4. The method for evaluating importance coefficients of planar frame structural members according to claim 3, wherein the preset static load condition includes load types and load magnitudes of all sample members in the sample planar frame structure; the load types comprise vertical concentrated load, vertical uniformly distributed load, horizontal concentrated load and/or horizontal linearly distributed load.

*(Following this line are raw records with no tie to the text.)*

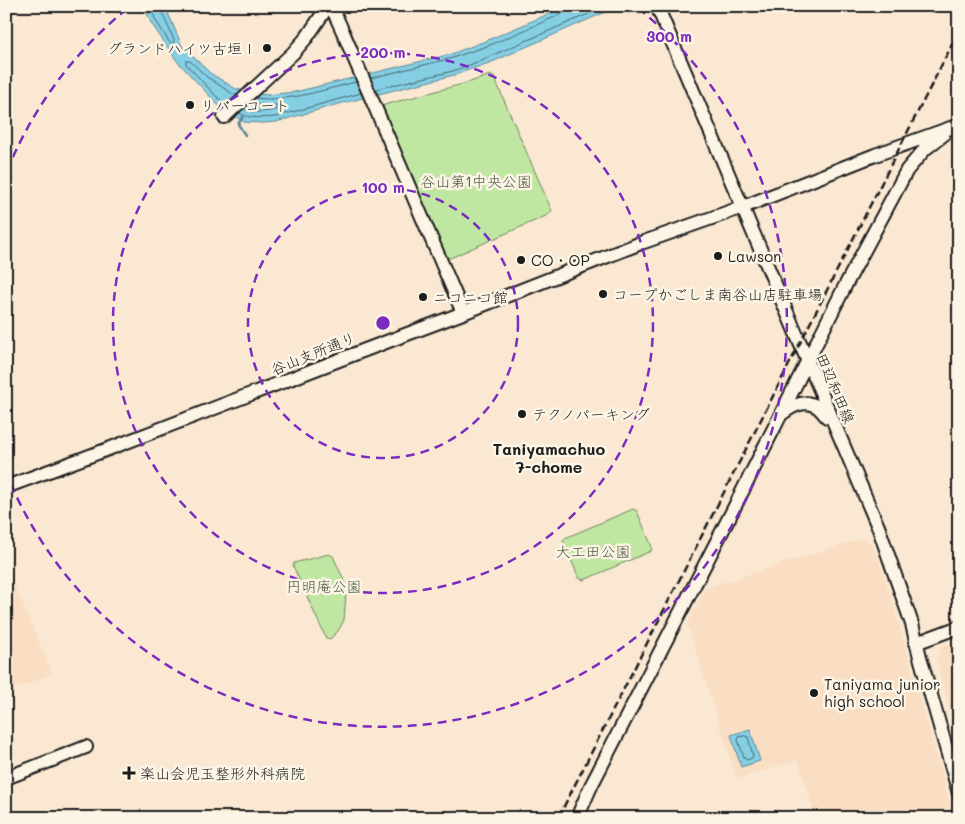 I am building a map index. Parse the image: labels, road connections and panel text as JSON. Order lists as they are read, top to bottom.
{
  "streets": {
    "street": ["谷山支所通り", "田辺和田線"]
  },
  "crossings": [
    ["谷山支所通り", "田辺和田線"]
  ],
  "districts": ["Taniyamachuo 7-chome"],
  "parks": ["谷山第1中央公園", "大工田公園", "円明庵公園"],
  "places": {
    "other": [
      "グランドハイツ古垣Ⅰ",
      "リバーコート",
      "Lawson",
      "CO・OP",
      "コープかごしま南谷山店駐車場",
      "ニコニコ館",
      "テクノパーキング",
      "Taniyama junior high school"
    ],
    "health": ["楽山会児玉整形外科病院"]
  },
  "rings": ["300 m", "200 m", "100 m"]
}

5. The method for evaluating importance coefficients of planar frame structural members according to claim 3, wherein the expression of the sample importance coefficients is:

wherein, gamma _i Sample importance coefficient for the i-th sample member, i=1, 2, n; n is the total number of sample members of the sample plane frame structure; u is the total elastic strain energy of the sample plane frame structure under the preset static load condition; u (U) _i The total elastic strain energy of the sample plane frame structure after the ith sample member is removed under the preset dead load condition.

6. The method of evaluating the importance coefficient of a planar frame structural member according to claim 3, characterized by further comprising, after calculating the sample importance coefficient of the sample member from the total elastic strain energy:

and carrying out normalization processing on the sample importance coefficient to obtain a normalization coefficient, and taking the normalization coefficient as a new sample importance coefficient.

7. The method according to claim 1, wherein when there is a member resistance deterioration of the member of the target planar frame structure, the axial rigidity and the bending rigidity of the member having the member resistance deterioration in the node characteristic are replaced with a deteriorated axial rigidity obtained by multiplying the axial rigidity of the member having the member resistance deterioration by a reduction coefficient, and a deteriorated bending rigidity obtained by multiplying the bending rigidity of the member having the member resistance deterioration by a reduction coefficient.

8. The method for evaluating importance coefficients of planar frame structural members according to claim 1, wherein the trained importance coefficient evaluation model is a GCN model.

9. The method for evaluating importance coefficients of planar frame structural members according to claim 1, wherein said trained importance coefficient evaluation model comprises three GCNConv layers connected in sequence.

10. A planar frame structural member importance coefficient assessment system, the system comprising:

the image acquisition module is used for acquiring an undirected image corresponding to the target plane frame structure; one graph node of the undirected graph corresponds to one member of the target plane frame structure; the sides of the undirected graph represent that members corresponding to two graph nodes connected by the sides are connected;

the importance coefficient evaluation module is used for inputting the node characteristics and the edge characteristics of the undirected graph into a trained importance coefficient evaluation model to obtain the importance coefficient of each component in the target plane frame structure; the node characteristics comprise the component type, the axial rigidity, the bending rigidity, the load type, the load size, the connection information of the component and the foundation and the position information of the component in the target plane frame structure of the component corresponding to each graph node; the edge features comprise connection information of each component and all components; the trained importance coefficient evaluation model is a model which is obtained by taking sample node characteristics and sample edge characteristics of a sample undirected graph of a sample plane frame structure as input and taking sample importance coefficients of each sample component in the sample plane frame structure as labels.